Land and place had become synonymous with property—by the seventeenth century, the term itself denoted both property and knowing one’s place.Footnote 47 The historical concept of landscape in the primary substantive sense of place and polity, referring to lands ‘scaped’ or shaped according to customary law as adjudicated by representative legal assemblies especially influenced English common law.Footnote 48 In such a polity, common customary law is primarily enforced through moral pressure and community control (the word ‘moral’ deriving from the Latin word for mores or customs), so that a customary prescriptive use-right that is neglected or abused automatically extinguishes any moral right to it, and will be lost; this principle ensured the functioning of a working community, and prevented the erosion of a shared-resource system by reinforcing rights held in common for the public good.Footnote 49 Sustainability in resource management, representation and social justice thus characterised the working landscape.Footnote 50 However, the common law eventually consolidated custom, and in so doing, dismissed locally specific practices that enabled those landscapes to function.
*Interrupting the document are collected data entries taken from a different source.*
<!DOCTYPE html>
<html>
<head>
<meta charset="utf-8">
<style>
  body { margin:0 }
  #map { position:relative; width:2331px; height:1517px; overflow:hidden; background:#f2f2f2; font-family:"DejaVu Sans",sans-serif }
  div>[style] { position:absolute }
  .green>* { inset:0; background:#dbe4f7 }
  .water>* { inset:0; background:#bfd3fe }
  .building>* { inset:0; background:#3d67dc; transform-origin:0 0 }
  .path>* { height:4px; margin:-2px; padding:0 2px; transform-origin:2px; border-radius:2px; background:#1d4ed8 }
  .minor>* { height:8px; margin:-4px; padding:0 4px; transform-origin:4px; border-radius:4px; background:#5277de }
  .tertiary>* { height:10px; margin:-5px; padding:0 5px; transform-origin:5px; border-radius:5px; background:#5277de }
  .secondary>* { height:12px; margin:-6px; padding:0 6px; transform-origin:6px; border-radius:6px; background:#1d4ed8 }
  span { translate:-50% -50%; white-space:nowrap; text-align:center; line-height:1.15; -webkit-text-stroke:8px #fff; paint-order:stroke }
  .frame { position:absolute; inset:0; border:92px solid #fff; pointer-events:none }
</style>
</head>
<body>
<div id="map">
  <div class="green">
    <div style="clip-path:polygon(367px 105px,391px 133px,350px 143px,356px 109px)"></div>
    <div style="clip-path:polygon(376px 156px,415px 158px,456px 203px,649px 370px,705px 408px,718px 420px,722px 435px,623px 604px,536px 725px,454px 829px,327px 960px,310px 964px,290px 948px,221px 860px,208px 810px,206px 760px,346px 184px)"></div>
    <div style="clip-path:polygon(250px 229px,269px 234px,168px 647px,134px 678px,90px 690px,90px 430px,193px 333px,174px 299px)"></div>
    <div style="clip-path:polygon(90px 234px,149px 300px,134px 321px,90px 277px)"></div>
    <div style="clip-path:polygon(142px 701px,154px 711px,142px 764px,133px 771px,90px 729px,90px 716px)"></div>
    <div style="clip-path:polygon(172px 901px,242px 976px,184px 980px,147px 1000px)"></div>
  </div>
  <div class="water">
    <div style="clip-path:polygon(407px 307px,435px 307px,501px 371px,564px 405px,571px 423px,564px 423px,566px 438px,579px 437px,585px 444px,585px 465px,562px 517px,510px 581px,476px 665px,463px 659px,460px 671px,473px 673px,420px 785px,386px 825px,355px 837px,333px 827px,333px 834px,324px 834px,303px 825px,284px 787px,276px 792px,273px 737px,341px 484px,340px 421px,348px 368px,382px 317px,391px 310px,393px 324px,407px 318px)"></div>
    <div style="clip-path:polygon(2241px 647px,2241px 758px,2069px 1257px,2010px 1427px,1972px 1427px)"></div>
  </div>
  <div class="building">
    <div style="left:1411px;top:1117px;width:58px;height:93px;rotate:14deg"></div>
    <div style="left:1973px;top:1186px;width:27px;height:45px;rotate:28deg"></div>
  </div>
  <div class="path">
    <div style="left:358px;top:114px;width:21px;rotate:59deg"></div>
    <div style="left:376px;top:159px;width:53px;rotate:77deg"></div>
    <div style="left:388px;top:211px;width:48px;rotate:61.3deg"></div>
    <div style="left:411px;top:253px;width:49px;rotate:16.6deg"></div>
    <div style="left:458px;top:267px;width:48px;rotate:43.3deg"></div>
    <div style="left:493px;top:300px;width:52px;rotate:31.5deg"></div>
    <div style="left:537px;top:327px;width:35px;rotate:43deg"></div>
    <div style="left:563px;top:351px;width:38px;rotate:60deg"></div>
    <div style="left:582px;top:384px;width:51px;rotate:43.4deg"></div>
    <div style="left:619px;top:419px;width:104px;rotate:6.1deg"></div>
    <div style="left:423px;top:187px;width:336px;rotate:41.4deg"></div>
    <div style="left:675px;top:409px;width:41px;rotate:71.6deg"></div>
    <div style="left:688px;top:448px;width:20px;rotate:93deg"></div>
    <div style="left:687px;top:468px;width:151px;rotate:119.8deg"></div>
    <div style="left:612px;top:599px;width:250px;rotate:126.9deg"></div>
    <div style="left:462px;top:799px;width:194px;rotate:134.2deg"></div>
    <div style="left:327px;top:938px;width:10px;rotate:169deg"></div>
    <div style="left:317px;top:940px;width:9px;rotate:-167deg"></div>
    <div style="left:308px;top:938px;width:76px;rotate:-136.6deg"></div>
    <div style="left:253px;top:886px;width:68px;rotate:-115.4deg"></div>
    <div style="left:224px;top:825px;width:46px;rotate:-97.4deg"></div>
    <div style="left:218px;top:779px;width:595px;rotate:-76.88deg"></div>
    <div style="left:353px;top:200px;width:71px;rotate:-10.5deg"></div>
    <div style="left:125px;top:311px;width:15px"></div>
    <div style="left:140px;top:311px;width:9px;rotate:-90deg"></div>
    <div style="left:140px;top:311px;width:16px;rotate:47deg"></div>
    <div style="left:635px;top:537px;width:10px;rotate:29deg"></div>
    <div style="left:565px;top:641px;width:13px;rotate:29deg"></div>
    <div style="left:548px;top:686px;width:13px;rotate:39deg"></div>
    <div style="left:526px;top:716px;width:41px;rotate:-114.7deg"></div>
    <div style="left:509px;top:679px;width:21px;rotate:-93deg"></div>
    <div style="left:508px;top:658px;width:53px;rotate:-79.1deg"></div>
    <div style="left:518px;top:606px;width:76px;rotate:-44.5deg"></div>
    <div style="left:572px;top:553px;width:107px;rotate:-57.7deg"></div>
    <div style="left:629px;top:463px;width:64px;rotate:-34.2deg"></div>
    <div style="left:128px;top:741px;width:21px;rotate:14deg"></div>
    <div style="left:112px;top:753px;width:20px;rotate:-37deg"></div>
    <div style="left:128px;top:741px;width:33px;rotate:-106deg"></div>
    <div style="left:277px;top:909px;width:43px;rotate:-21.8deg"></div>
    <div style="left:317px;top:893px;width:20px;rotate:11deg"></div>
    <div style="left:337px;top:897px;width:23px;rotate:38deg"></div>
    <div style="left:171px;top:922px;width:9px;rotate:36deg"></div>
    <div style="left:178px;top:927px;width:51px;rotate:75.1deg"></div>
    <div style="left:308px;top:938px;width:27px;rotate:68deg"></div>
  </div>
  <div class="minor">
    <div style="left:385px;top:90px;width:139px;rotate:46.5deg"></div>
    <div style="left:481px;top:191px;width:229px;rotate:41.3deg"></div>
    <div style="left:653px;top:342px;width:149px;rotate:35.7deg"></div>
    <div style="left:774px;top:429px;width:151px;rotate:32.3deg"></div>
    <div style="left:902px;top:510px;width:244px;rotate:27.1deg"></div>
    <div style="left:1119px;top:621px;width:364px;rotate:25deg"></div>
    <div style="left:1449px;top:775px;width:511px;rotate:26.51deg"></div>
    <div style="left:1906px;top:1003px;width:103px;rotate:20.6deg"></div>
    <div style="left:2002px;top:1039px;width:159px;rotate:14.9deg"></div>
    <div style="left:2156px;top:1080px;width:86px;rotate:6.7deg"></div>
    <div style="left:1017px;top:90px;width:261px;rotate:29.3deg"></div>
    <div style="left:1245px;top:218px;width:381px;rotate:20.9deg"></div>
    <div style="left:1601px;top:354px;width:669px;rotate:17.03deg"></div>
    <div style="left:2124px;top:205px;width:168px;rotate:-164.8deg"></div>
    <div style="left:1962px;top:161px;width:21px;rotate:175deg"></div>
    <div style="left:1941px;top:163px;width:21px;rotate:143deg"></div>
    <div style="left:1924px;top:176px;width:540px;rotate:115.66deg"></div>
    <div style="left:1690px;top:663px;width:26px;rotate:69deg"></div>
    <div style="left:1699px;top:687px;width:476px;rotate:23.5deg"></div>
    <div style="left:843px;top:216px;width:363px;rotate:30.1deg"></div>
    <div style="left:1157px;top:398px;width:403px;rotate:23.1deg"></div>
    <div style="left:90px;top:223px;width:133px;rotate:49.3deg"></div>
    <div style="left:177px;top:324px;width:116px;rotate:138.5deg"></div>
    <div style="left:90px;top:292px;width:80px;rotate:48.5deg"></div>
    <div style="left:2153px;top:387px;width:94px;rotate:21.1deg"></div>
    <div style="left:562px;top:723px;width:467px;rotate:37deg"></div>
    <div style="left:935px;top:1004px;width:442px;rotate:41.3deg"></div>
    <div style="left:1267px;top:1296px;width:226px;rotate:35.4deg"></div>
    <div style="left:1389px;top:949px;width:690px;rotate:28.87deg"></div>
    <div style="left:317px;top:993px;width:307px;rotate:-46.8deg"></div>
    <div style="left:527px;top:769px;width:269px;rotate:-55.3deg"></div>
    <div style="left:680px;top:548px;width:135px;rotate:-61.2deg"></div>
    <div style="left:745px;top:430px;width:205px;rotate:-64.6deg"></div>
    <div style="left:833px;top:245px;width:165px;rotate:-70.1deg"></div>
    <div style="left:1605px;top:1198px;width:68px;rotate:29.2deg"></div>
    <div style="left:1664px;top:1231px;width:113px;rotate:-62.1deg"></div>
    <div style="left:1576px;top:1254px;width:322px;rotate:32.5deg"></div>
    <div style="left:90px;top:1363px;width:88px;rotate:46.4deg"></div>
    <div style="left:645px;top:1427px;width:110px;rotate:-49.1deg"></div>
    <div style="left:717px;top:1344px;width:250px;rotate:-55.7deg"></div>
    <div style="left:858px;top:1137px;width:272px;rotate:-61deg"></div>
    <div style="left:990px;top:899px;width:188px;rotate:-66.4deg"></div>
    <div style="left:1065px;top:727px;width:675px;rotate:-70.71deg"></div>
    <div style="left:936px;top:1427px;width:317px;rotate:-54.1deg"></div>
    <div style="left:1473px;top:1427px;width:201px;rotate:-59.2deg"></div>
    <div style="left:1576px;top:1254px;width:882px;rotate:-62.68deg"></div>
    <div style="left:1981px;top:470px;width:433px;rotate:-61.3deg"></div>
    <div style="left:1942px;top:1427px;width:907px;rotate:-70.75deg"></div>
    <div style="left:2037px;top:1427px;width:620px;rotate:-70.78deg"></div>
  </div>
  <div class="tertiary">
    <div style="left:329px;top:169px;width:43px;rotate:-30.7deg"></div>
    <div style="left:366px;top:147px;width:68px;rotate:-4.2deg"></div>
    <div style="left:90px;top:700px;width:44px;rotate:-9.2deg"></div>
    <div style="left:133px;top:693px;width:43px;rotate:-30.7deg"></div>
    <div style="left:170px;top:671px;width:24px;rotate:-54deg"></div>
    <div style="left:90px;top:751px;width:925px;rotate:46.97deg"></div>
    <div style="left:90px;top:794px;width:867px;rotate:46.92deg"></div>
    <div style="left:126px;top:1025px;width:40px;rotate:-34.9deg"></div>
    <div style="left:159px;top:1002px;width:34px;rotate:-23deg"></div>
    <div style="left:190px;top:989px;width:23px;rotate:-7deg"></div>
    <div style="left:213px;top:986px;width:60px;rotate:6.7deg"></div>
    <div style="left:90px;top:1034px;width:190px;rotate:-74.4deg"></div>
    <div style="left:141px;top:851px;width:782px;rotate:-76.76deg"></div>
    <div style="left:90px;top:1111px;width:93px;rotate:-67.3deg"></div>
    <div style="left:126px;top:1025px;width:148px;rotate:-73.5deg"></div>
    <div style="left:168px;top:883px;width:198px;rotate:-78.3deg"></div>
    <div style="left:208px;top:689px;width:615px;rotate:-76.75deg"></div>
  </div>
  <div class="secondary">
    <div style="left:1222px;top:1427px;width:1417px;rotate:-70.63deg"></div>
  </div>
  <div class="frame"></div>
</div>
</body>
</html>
What archaeological, etymological, historical and geographic research indicate is that there were many ways of seeing, defining and regulating land, even as Norman governance concentrated control hierarchically, away from local communities. Nevertheless, the focus on an administrative rather than a legal system meant that customary practices persisted until consolidated in the common law of the realm.Footnote 51 This was problematic, as alternative systems of law were replaced.Footnote 52 In addition, custom codified in the law neutralised the flexibility inherent in communal land management,Footnote 53 which had implications for community relations and livelihoods and by extension the working landscape.Footnote 54 Many localised jurisdictions or specialist bodies of law, such as lex forestae or the law of the fens, slowly disappeared under the pressure of societal change, leaving behind only those elements that had been accommodated within the framework of the common law. Thus, while lex forestae receded, part of manorial tenure survived, enforced by the common law as the custom of copyhold.Footnote 55

The complexities that surrounded land ensured that inheritance was challenging and land use was often contested, but this was a result of land’s responsivity to natural resources in ways that were locally delineated, but never private, exclusive or defined by its alienability. Landscape, therefore, contextualised the meaning or property, since the concept (and the concomitant right) would be rendered meaningless without these place-based connections. Propertising the landscape in the modern sense of the word displaced all other (non-proprietary) interests, as evinced by the crystallisation of the property concept in political economy and the law. This shift from a spatial logic inherent in the landscape to the abstract logic of property would be refined and illustrated in the theories of Locke, Blackstone and Marx.